• _AIM OF THE EXERCISE_
Restate verbatim the span of lines below between the line with "<div><b>760</b><p>m</p></div>" and the line with "100 663 128", including those two lines, and only that span.

### RECORDS FOR THIS TASK

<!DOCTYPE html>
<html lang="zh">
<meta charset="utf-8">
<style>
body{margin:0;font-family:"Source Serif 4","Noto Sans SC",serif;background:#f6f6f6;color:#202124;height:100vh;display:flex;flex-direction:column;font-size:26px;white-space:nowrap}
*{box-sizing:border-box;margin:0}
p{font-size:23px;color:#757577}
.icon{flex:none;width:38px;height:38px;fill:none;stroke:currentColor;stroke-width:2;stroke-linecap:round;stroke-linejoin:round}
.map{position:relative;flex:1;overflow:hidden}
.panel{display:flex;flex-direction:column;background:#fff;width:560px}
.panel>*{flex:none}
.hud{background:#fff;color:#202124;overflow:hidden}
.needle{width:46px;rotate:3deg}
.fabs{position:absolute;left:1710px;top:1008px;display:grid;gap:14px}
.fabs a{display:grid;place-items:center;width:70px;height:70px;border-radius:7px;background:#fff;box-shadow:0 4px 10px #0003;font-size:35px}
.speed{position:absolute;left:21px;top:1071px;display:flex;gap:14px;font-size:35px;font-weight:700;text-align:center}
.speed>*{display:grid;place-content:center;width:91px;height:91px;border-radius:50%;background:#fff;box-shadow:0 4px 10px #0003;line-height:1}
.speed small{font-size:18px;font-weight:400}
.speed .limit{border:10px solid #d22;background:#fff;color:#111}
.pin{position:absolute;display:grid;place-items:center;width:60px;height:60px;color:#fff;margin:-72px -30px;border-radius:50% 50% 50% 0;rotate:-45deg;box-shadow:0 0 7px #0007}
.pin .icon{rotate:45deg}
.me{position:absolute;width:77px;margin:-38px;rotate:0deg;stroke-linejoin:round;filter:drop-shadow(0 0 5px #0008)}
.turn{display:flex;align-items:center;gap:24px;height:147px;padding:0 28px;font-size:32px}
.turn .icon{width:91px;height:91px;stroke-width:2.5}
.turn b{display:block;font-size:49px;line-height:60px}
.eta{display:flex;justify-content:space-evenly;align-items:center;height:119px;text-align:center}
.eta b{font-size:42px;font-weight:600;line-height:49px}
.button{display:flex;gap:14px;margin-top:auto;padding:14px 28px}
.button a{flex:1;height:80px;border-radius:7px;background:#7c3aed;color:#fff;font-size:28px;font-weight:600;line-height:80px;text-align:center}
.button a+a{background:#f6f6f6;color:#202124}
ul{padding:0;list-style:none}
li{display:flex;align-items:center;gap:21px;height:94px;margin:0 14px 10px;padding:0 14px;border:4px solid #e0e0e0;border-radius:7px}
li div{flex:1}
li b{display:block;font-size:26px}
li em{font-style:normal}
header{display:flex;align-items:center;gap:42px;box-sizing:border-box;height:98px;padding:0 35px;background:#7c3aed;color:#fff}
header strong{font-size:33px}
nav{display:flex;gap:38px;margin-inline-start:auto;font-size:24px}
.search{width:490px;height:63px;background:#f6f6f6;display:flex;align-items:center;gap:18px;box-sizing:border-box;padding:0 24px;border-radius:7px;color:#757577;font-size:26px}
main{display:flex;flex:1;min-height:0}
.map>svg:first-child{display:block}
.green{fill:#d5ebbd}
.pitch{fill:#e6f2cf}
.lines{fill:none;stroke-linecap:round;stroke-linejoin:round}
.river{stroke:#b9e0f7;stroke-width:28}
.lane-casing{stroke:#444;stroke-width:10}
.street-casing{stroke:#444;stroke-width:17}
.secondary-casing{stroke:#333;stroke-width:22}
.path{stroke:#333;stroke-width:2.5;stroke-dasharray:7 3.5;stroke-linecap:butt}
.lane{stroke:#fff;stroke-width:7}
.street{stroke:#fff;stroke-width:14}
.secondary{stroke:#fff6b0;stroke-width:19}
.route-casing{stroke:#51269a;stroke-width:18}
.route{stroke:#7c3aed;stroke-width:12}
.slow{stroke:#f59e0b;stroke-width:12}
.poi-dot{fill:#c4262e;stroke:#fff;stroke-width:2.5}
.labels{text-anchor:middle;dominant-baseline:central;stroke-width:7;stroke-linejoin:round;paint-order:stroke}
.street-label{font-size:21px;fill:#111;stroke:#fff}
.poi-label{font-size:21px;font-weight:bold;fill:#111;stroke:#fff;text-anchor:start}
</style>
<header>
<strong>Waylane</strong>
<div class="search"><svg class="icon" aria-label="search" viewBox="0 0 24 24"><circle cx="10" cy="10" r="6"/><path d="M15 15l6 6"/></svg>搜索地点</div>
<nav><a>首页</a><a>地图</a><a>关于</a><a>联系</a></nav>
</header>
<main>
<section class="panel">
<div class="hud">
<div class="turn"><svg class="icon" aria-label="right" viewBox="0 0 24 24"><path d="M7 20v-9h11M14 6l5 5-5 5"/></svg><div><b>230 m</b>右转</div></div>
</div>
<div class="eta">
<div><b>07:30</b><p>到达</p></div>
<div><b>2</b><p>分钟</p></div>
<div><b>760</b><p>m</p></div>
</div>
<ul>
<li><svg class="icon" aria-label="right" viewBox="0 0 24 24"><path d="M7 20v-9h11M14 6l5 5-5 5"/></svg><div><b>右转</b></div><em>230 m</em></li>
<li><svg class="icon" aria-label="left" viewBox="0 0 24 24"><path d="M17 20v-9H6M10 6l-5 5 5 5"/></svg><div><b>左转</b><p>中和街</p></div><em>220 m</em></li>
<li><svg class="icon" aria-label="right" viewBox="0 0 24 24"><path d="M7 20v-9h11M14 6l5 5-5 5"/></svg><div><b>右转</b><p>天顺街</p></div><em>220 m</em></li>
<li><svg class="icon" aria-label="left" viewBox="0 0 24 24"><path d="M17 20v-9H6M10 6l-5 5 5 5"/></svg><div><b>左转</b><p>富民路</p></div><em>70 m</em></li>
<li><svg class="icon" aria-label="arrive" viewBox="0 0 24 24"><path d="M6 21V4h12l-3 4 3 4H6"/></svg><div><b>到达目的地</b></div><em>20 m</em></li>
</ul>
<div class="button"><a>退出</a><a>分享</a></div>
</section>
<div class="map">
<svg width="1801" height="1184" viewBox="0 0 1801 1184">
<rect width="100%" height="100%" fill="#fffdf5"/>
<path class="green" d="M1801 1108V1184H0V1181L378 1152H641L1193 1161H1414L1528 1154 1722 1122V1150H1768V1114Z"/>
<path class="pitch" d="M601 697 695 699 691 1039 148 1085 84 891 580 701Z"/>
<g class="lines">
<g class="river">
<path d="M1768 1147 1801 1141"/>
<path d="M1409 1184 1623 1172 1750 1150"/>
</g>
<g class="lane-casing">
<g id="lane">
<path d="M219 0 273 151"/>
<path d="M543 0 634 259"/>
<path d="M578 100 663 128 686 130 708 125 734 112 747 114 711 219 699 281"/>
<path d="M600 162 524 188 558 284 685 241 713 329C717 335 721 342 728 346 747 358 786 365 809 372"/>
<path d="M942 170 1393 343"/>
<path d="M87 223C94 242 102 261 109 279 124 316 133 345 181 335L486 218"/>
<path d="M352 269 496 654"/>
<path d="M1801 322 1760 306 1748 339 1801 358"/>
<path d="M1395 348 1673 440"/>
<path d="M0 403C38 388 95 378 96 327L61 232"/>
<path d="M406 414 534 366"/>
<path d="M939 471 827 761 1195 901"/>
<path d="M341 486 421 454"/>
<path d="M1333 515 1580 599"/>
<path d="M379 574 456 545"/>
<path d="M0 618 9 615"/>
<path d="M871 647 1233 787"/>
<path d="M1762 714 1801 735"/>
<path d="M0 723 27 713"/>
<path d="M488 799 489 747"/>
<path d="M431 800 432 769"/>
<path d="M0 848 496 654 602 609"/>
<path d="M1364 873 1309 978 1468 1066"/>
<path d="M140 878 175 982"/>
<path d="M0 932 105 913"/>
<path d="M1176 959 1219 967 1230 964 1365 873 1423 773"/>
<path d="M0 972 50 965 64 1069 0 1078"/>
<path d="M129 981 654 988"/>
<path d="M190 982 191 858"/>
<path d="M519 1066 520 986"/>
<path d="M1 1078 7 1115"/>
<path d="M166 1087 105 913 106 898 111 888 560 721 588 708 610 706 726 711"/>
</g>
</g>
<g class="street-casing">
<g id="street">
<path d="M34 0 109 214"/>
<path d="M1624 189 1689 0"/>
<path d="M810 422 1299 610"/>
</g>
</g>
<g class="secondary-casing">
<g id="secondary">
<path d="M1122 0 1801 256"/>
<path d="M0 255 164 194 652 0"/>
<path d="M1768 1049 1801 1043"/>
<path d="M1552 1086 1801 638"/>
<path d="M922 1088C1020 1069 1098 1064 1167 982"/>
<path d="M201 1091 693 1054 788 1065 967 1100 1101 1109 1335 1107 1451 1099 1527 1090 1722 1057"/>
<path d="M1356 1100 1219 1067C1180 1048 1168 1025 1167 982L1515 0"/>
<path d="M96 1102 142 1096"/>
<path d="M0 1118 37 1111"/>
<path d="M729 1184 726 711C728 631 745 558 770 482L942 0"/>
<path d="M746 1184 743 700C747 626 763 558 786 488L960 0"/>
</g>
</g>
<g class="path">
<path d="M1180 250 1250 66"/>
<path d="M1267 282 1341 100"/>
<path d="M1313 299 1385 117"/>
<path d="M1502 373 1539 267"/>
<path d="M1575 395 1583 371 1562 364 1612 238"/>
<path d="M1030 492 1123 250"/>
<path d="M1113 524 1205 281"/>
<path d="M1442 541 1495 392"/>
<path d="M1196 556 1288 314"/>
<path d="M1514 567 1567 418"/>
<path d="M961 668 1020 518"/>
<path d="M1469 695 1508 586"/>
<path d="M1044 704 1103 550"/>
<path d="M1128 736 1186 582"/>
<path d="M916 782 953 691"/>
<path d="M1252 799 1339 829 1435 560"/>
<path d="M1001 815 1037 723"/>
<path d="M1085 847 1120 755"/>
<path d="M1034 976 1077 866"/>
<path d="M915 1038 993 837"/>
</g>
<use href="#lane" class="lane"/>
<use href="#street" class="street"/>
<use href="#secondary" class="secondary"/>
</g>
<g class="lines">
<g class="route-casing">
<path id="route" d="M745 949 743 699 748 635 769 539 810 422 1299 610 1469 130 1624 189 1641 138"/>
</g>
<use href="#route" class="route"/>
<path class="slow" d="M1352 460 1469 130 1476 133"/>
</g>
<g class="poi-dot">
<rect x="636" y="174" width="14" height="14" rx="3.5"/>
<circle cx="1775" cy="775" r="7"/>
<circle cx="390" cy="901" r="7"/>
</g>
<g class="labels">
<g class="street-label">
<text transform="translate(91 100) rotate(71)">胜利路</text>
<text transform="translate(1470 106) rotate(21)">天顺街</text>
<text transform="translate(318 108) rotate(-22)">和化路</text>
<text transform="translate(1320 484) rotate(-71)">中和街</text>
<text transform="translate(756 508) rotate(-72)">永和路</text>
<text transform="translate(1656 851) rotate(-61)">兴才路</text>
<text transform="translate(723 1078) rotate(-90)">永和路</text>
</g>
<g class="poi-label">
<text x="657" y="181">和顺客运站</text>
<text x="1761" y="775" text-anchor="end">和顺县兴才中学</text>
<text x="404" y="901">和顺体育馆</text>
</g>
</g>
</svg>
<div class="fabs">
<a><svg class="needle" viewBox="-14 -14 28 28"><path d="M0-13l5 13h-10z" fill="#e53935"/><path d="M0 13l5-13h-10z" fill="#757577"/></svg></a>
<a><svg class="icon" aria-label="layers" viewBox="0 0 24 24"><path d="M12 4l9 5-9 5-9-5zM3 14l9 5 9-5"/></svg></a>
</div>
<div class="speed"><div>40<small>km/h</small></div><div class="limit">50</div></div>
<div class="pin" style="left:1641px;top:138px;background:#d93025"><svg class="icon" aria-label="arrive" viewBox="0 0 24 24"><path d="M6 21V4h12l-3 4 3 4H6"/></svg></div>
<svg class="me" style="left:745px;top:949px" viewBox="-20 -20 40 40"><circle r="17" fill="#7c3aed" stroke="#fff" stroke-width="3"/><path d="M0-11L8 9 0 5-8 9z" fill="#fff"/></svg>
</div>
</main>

######

• _ANSWER FOR THE TASK_
<div><b>760</b><p>m</p></div>
</div>
<ul>
<li><svg class="icon" aria-label="right" viewBox="0 0 24 24"><path d="M7 20v-9h11M14 6l5 5-5 5"/></svg><div><b>右转</b></div><em>230 m</em></li>
<li><svg class="icon" aria-label="left" viewBox="0 0 24 24"><path d="M17 20v-9H6M10 6l-5 5 5 5"/></svg><div><b>左转</b><p>中和街</p></div><em>220 m</em></li>
<li><svg class="icon" aria-label="right" viewBox="0 0 24 24"><path d="M7 20v-9h11M14 6l5 5-5 5"/></svg><div><b>右转</b><p>天顺街</p></div><em>220 m</em></li>
<li><svg class="icon" aria-label="left" viewBox="0 0 24 24"><path d="M17 20v-9H6M10 6l-5 5 5 5"/></svg><div><b>左转</b><p>富民路</p></div><em>70 m</em></li>
<li><svg class="icon" aria-label="arrive" viewBox="0 0 24 24"><path d="M6 21V4h12l-3 4 3 4H6"/></svg><div><b>到达目的地</b></div><em>20 m</em></li>
</ul>
<div class="button"><a>退出</a><a>分享</a></div>
</section>
<div class="map">
<svg width="1801" height="1184" viewBox="0 0 1801 1184">
<rect width="100%" height="100%" fill="#fffdf5"/>
<path class="green" d="M1801 1108V1184H0V1181L378 1152H641L1193 1161H1414L1528 1154 1722 1122V1150H1768V1114Z"/>
<path class="pitch" d="M601 697 695 699 691 1039 148 1085 84 891 580 701Z"/>
<g class="lines">
<g class="river">
<path d="M1768 1147 1801 1141"/>
<path d="M1409 1184 1623 1172 1750 1150"/>
</g>
<g class="lane-casing">
<g id="lane">
<path d="M219 0 273 151"/>
<path d="M543 0 634 259"/>
<path d="M578 100 663 128 686 130 708 125 734 112 747 114 711 219 699 281"/>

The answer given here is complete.